Query Parameter Models

# models/queries.py
from pydantic import BaseModel, Field
from typing import Optional, List

class PaginationParams(BaseModel):
    """Reusable pagination parameters."""
    page: int = Field(1, ge=1, description="Page number")
    per_page: int = Field(10, ge=1, le=100, description="Items per page")

class TaskFilterParams(BaseModel):
    """Task filtering parameters."""
    status: Optional[TaskStatus] = Field(None, description="Filter by status")
    priority: Optional[TaskPriority] = Field(None, description="Filter by priority")
    overdue: Optional[bool] = Field(None, description="Only overdue tasks")
    search: Optional[str] = Field(None, description="Search in title/description")

Error Response Models

# models/errors.py
from pydantic import BaseModel, Field
from typing import List, Optional, Any

class ValidationErrorDetail(BaseModel):
    """Single validation error."""
    field: str = Field(..., description="Field path (e.g., 'body.email')")
    message: str = Field(..., description="Error message")
    type: str = Field(..., description="Error type code")
    input: Optional[Any] = Field(None, description="Invalid input value")

class ValidationErrorResponse(BaseModel):
    """Validation error response (422)."""
    detail: str = "Validation failed"
    errors: List[ValidationErrorDetail]

class NotFoundResponse(BaseModel):
    """Not found error response (404)."""
    detail: str = Field(..., examples=["User not found"])

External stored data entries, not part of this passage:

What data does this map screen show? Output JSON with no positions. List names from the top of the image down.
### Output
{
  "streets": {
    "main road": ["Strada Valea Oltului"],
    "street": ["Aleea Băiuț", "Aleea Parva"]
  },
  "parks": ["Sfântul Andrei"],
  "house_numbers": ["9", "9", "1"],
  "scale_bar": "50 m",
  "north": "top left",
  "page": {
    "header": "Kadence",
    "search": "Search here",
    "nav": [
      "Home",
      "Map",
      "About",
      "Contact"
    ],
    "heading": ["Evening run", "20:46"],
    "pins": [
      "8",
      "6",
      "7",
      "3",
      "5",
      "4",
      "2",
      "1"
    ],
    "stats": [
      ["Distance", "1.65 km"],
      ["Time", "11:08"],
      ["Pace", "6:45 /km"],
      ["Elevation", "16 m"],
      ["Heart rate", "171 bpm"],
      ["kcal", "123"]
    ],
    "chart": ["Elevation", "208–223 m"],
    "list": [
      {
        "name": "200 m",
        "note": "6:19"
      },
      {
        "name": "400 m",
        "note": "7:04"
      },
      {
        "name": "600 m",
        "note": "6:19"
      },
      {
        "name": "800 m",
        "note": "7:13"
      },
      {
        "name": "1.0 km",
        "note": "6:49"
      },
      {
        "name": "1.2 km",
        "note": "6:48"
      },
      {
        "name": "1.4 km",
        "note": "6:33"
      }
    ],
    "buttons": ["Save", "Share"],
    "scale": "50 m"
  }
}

class ConflictResponse(BaseModel):
    """Conflict error response (409)."""
    detail: str = Field(..., examples=["Email already registered"])

Solution Architecture

Project Structure

task-api/
├── app/
│   ├── __init__.py
│   ├── main.py              # FastAPI application
│   ├── dependencies.py      # Shared dependencies
│   │
│   ├── models/              # Pydantic models
│   │   ├── __init__.py
│   │   ├── user.py
│   │   ├── task.py
│   │   ├── queries.py
│   │   └── errors.py
│   │
│   ├── routes/              # API routes
│   │   ├── __init__.py
│   │   ├── users.py
│   │   └── tasks.py
│   │
│   ├── services/            # Business logic
│   │   ├── __init__.py
│   │   ├── user_service.py
│   │   └── task_service.py
│   │
│   └── db/                  # Database (can use in-memory for learning)
│       ├── __init__.py
│       └── repository.py
│
├── tests/
│   ├── __init__.py
│   ├── test_users.py
│   └── test_tasks.py
│
├── pyproject.toml
└── README.md

Component Diagram

┌─────────────────────────────────────────────────────────────────┐
│                         main.py                                  │
│  - FastAPI app instance                                         │
│  - Exception handlers                                           │
│  - Route registration                                           │
│  - Middleware                                                    │
└─────────────────────────────────────────────────────────────────┘
                              │
              ┌───────────────┼───────────────┐
              ▼               ▼               ▼
┌───────────────────┐ ┌───────────────────┐ ┌───────────────────┐
│   routes/users.py │ │  routes/tasks.py  │ │   dependencies.py │
│  - @router        │ │  - @router        │ │  - get_db         │
│  - CRUD endpoints │ │  - CRUD endpoints │ │  - get_user       │
│  - Query params   │ │  - Query params   │ │  - pagination     │
└─────────┬─────────┘ └─────────┬─────────┘ └───────────────────┘
          │                     │
          ▼                     ▼
┌─────────────────────────────────────────────────────────────────┐
│                     models/                                      │
│  - UserCreate, UserUpdate, UserResponse                         │
│  - TaskCreate, TaskUpdate, TaskResponse                         │
│  - PaginationParams, TaskFilterParams                           │
│  - Error models                                                 │
└─────────────────────────────────────────────────────────────────┘

Request/Response Flow

HTTP Request
     │
     ▼
┌─────────────────┐
│  FastAPI Route  │──► Path/Query/Header Validation
└────────┬────────┘
         │
         ▼
┌─────────────────┐
│ Request Model   │──► Body Validation (Pydantic)
│ (UserCreate)    │
└────────┬────────┘
         │
         ▼
┌─────────────────┐
│ Service Layer   │──► Business Logic
└────────┬────────┘
         │
         ▼
┌─────────────────┐
│ Database/Repo   │──► Data Persistence
└────────┬────────┘
         │
         ▼
┌─────────────────┐
│ Response Model  │──► Response Serialization
│ (UserResponse)  │    (Fields filtered, types converted)
└────────┬────────┘
         │
         ▼
HTTP Response (JSON)

Phased Implementation Guide

Phase 1: Project Setup (30 minutes)

Goal: Create a running FastAPI application.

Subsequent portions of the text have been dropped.